My Lords, I thank the noble Lord for the welcome he gave to my continuation in post. Perhaps I may reciprocate: I hope that he, too, retains his position in opposition on the Liberal Democrat Front Bench. I should make it clear that the 2,000 figure is a floor—in other words, it is the minimum we want to achieve. Of course we would like to have even more GPs working for the National Health Service. A primary care workforce review is in being at the moment. As a result, I hope that we will see many more people coming to work within the primary care field.

Lord Marsh

My Lords, does the noble Lord agree that if GPs retire in this way, almost certainly a high proportion of them will go into the private sector? Would it not be a good place to start a joint NHS/private sector experiment in the GP field?

Lord Hunt of Kings Heath

No, my Lords, I do not. G P services will always be a core National Health Service provision. That is what the public and the Government want. We are pursuing the right path by ensuring that the new contract rewards quality and outcome of treatment as much as quantity of treatment; by ensuring that we increase the number of GPs; by ensuring that their working conditions are improved; and, by increasing the numbers of other members of the primary care team, ensuring that we give GPs the confidence to remain with the National Health Service. The negotiations with the GPC are clearly crucial and we are committed to early meetings with the BMA on the issue.

Baroness Uddin

My Lords, can my noble friend tell the House whether these consultations will include patient representatives? Can he further say what is the timeframe for concluding the negotiations?

Lord Hunt of Kings Heath

My Lords, we have set no timeframe for concluding the consultations. Under the NHS Plan we wish to see implementation by 2004. So far as concerns the voices of patients' representatives, it is a consistent feature of this Government's approach to the NHS that we seek the views of patient groups and other organisations representing the public at both national and local level.

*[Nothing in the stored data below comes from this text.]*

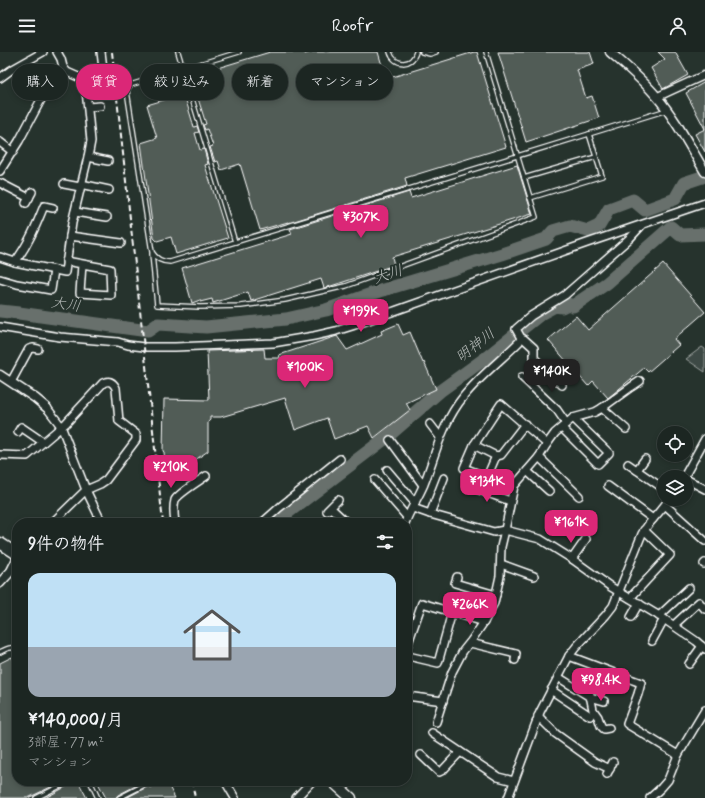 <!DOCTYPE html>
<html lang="ja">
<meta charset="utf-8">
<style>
:root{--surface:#1c2622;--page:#29322f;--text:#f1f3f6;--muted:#a0a5a5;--line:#3a4340;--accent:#db2777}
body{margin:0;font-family:Mynerve,"Klee One",sans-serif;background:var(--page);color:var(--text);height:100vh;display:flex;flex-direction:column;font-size:15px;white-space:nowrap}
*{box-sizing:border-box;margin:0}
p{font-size:13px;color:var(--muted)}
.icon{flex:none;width:22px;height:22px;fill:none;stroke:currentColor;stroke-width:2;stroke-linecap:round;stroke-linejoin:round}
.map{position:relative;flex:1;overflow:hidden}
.panel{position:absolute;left:12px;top:466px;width:400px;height:268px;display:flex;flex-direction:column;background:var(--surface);border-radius:16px;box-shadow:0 2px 6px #0003,0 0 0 1px var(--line)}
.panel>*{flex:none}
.hud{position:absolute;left:12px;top:12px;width:400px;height:36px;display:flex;gap:8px}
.fabs{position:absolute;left:657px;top:374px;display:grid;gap:8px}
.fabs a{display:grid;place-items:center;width:36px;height:36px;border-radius:50%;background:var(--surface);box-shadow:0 2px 6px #0003,0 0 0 1px var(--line);font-size:20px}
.price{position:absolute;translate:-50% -34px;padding:0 9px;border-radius:8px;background:var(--accent);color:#fff;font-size:13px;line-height:26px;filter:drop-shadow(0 1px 2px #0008)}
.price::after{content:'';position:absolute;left:50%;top:24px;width:12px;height:9px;margin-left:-6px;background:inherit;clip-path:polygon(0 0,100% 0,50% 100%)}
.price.selected{background:#222;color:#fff}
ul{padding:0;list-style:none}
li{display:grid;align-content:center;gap:8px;height:212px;padding:0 16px}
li+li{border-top:1px solid var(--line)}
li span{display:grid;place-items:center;height:124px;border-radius:12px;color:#555}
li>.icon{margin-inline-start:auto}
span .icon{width:72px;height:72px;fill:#fffc;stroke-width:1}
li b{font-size:17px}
h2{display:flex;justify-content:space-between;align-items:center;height:48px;padding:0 16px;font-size:17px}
.tag{padding:0 14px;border-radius:18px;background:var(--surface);box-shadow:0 2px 6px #0003,0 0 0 1px var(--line);font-size:14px;line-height:36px}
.tag.selected{background:var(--accent);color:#fff}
header{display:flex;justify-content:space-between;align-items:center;height:52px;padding:0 16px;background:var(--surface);font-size:18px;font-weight:600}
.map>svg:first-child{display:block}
</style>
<header><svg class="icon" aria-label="menu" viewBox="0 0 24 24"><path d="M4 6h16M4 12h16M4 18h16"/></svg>Roofr<svg class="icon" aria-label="person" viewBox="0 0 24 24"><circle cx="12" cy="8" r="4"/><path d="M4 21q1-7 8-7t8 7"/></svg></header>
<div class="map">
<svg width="705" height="746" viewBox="0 0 705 746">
<rect width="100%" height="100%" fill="#26332d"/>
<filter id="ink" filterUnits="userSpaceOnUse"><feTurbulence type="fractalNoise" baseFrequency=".025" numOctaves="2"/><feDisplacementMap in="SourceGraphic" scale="8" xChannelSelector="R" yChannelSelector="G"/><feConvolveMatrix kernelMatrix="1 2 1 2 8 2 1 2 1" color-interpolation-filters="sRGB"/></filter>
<g filter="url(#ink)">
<path fill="#3e4944" stroke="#9ea4a2" d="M702 295 705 297V320L686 307Z"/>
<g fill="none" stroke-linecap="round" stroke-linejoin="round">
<g stroke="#67706c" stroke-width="13">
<path d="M0 259 19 261 148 279 158 272 206 275 286 267 326 258 380 239 502 202 546 187 553 179 570 174 588 179 599 174 609 157 633 148 645 158 675 147 684 131 705 124"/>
<path d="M274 471 387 385 440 339 487 305 542 261 555 254 562 255 568 252 573 254 607 231 671 175 680 183 705 182"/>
</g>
</g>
<g fill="#515c57" stroke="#fff">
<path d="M270 0H304L305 2 312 0H378L386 27 474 0H477L506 95 405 126 407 134 288 171V170L260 178 240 112 221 118 218 109 215 110 210 95 213 94 207 77 205 78 203 73 206 72 191 24Z"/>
<path d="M498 0H590L594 12 577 18 586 46 592 44 599 66 526 90Z"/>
<path d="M658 0H675L688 23 663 37 651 16 665 7Z"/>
<path d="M705 30V77L686 41Z"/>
<path d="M184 42 194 75 197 74 199 80 195 81 200 98 204 97 208 112 205 113 228 186 176 202 171 185 157 189 154 186 141 91 157 86 147 53Z"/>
<path d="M705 77V100L695 82Z"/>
<path d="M517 113 532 162 392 205 394 213 368 222 328 235 324 236 321 227 251 249 248 240 213 251 212 247 200 250V248L192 251 182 216 292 182 290 177 409 140 411 146Z"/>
<path d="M663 212 705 260 674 287 679 293 648 320 644 316 619 337 608 346 593 329 588 334 548 288 576 264 588 278Z"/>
<path d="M398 272 403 283 410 280 423 311 424 310 436 337 406 351 410 358 374 386 368 374 334 387 327 366 295 378 285 346 221 365H210V368L208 370V399L188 413 189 409H165L164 400 163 399 164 347 209 348 207 299 264 297 265 306H280L279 303 337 284 347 298 382 282 381 279Z"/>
<path d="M12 605 17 615V729H63L28 746H0V611Z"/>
<path d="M73 729 79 731 87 746H45L71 732Z"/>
<path d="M97 729H145L118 743 116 746H106Z"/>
<path d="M163 729H166L175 746H126L149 734 150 736Z"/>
</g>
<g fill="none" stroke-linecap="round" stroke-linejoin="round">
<defs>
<g id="service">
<path d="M178 0 235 190"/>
<path d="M239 0 130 33 128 36 127 39 152 200C156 207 162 210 170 210L589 82 667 58"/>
<path d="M390 0C394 14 412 15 416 0"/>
<path d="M422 0 430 2 436 0"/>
<path d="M524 126 596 105"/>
<path d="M530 146 602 124 589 82"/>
<path d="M152 202 157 253 200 255 241 254 285 248 346 234 536 165 486 0"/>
<path d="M0 600C6 597 11 594 17 597"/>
<path d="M90 729 98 746"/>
<path d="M36 746 70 729"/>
<path d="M119 746 152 729"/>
</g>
<g id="minor">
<path d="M57 0 61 7 63 15 67 20 85 28 98 30 101 28 104 25 101 0"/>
<path d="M0 26 11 18 43 0"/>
<path d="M22 33 43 44"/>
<path d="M657 45 672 38 705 23"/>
<path d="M88 55 100 54"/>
<path d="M0 90 13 100"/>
<path d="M88 105 108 109"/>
<path d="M0 119 19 89 43 44 63 15"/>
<path d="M0 131 29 146"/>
<path d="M64 132 80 135"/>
<path d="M81 132 109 138"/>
<path d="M26 151 32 140"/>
<path d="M75 160 107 165"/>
<path d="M70 184 121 191"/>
<path d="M0 205 15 210 65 220 72 171 88 105 91 89 85 28"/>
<path d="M66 209 110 217 111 243 80 241 82 212"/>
<path d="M15 210C28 193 36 174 44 154L53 156"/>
<path d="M0 227 17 232 51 238 54 218"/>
<path d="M0 275 60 285 118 290 128 293 144 295H175L273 291 314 284 336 279 352 274 587 191 705 151"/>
<path d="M521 286 524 287 534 296V306L562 333"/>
<path d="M522 325 557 358 566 371"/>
<path d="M11 330 29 297 33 296 38 297"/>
<path d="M47 356 61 374 86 438 52 471"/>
<path d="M602 356 626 377"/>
<path d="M430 372 440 385"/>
<path d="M525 372 501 403 496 404 474 393 501 352 547 392"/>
<path d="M562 376 598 412 609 401 573 366"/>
<path d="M18 380 21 375 43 390"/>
<path d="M390 388 423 433"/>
<path d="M474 393 464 416 487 425 496 404"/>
<path d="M0 403 27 404 66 371 103 331C109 328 113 330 116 336L119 369 123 372 136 382V388L106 428 100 432 86 438 102 471"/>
<path d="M539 405 579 444"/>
<path d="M628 412 664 437"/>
<path d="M387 418 415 451"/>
<path d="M637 418 645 407"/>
<path d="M527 419 549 439"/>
<path d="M684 425 705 387"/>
<path d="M686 427 705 437"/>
<path d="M375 428 407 465"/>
<path d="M608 434 653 467"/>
<path d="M471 435 510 449"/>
<path d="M665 453 705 489"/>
<path d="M331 456 347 471"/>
<path d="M413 456 430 462 494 480 505 478 540 487 572 507 611 535 661 565 696 589 705 597"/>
<path d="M327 459 338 448"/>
<path d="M430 462 444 426"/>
<path d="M175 471C174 464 173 455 175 448 179 441 199 429 206 424"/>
<path d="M262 471 280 455 340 407"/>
<path d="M405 471C410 458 418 446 424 432 436 401 442 371 464 344 480 324 501 308 519 290L521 286 516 277 531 264 565 243 630 186 641 174"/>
<path d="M572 507 586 487"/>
<path d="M501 512 534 524"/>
<path d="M704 512 705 511"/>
<path d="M457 525 455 531 496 543"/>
<path d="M630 546 670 503 644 478"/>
<path d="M659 564 689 536"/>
<path d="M631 565 639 551"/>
<path d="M674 573 699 550 705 557"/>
<path d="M652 589 664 567"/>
<path d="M470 591 516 602 515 608"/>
<path d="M407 594 422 551 484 570"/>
<path d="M407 602 408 604 438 611 452 560"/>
<path d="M569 604 641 631 638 642 627 672 678 703 705 658"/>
<path d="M689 612 702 594"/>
<path d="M558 625 590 645 604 649"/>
<path d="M588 633 593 658 598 665 601 674 604 677 609 676"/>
<path d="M551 638 590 664"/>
<path d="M407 644 443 649"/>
<path d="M538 664 556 682 595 710 610 717"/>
<path d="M436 670 452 620 463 599 471 589 484 570 494 551 500 524 501 495 505 478 514 434 539 405 547 392 555 381 573 366 595 360 602 356 631 335 640 329"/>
<path d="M432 681 498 725 514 729"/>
<path d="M421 703 439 720 443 718 460 700"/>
<path d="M607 722 613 710"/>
<path d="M225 729 235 746"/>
<path d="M296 746 312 729"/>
<path d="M508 746 540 660 569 604 576 595 606 563 613 554 642 482 648 473 670 447"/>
<path d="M650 746 661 736 668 728 678 703"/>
</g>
<g id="tertiary">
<path d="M610 0C626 14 643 28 657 45 676 67 690 95 705 120"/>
<path d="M0 323 35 346 47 356"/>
<path d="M0 531 11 519 17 507"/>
</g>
<g id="secondary">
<path d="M0 491 17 502"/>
<path d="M332 729 351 746"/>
</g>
</defs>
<use href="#service" stroke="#fff" stroke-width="6"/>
<use href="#minor" stroke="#fff" stroke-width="10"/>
<use href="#tertiary" stroke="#fff" stroke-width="11"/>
<use href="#secondary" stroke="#fff" stroke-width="13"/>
<use href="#service" stroke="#26332d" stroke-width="3.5"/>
<use href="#minor" stroke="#26332d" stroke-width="7"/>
<use href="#tertiary" stroke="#26332d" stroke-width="8"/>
<use href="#secondary" stroke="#26332d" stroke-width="10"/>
<g stroke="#fff" stroke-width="2" stroke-dasharray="6 3" stroke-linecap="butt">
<path d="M112 0 163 471"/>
<path d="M192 729 195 746"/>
</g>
</g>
</g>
<g text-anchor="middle" stroke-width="4" stroke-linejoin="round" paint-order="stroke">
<g font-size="15" font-style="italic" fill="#b3b8b6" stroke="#26332d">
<text transform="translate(388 222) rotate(-18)" y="5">大川</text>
<text transform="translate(66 252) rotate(8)" y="5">大川</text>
<text transform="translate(475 293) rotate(-38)" y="5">明神川</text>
</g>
</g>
</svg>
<div class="fabs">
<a><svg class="icon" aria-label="locate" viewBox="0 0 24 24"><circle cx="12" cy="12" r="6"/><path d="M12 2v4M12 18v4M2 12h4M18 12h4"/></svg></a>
<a><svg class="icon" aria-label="layers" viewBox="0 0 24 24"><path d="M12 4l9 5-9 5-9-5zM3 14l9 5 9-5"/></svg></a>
</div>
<b class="price" style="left:361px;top:187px">¥307K</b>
<b class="price" style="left:361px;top:281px">¥199K</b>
<b class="price" style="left:305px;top:337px">¥100K</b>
<b class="price selected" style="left:552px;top:341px">¥140K</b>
<b class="price" style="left:171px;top:437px">¥210K</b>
<b class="price" style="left:487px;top:451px">¥134K</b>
<b class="price" style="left:571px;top:492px">¥161K</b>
<b class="price" style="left:470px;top:574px">¥266K</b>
<b class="price" style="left:601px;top:650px">¥98.4K</b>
<div class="hud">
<a class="tag">購入</a>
<a class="tag selected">賃貸</a>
<a class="tag">絞り込み</a>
<a class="tag">新着</a>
<a class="tag">マンション</a>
</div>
<section class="panel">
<h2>9件の物件<svg class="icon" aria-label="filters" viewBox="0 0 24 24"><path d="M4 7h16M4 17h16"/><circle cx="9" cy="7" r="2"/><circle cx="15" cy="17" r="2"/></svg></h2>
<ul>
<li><span style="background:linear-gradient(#bfe0f5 60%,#9aa5b1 0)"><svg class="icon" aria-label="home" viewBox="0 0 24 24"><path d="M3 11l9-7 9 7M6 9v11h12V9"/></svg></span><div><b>¥140,000/月</b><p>3部屋 · 77 m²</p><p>マンション</p></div></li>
</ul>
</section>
</div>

Baroness Gardner of Parkes

My Lords, can the Minister tell the House what effect NHS Direct has had? We were told that it would take quite a burden off general practitioners. Has it done so, or has it added to their burden?

Lord Hunt of Kings Heath

My Lords, the interim reports that we have received from the evaluation of NHS Direct show that it has been associated with halting an upward trend in the demand for out-of-hours general practice. In a number of areas, local GPs have asked NHS Direct to act as the first point of contact for patients seeking, for instance, medical help out of hours. In addition, pilot schemes in one or two parts of the country have encouraged the public, when ringing NHS Direct, to go for advice to their local pharmacist where that is appropriate. Community pharmacists have an enormously enhanced role to play in giving advice to the public where appropriate. I am sure that that is one way in which we can relieve the load on general practitioners.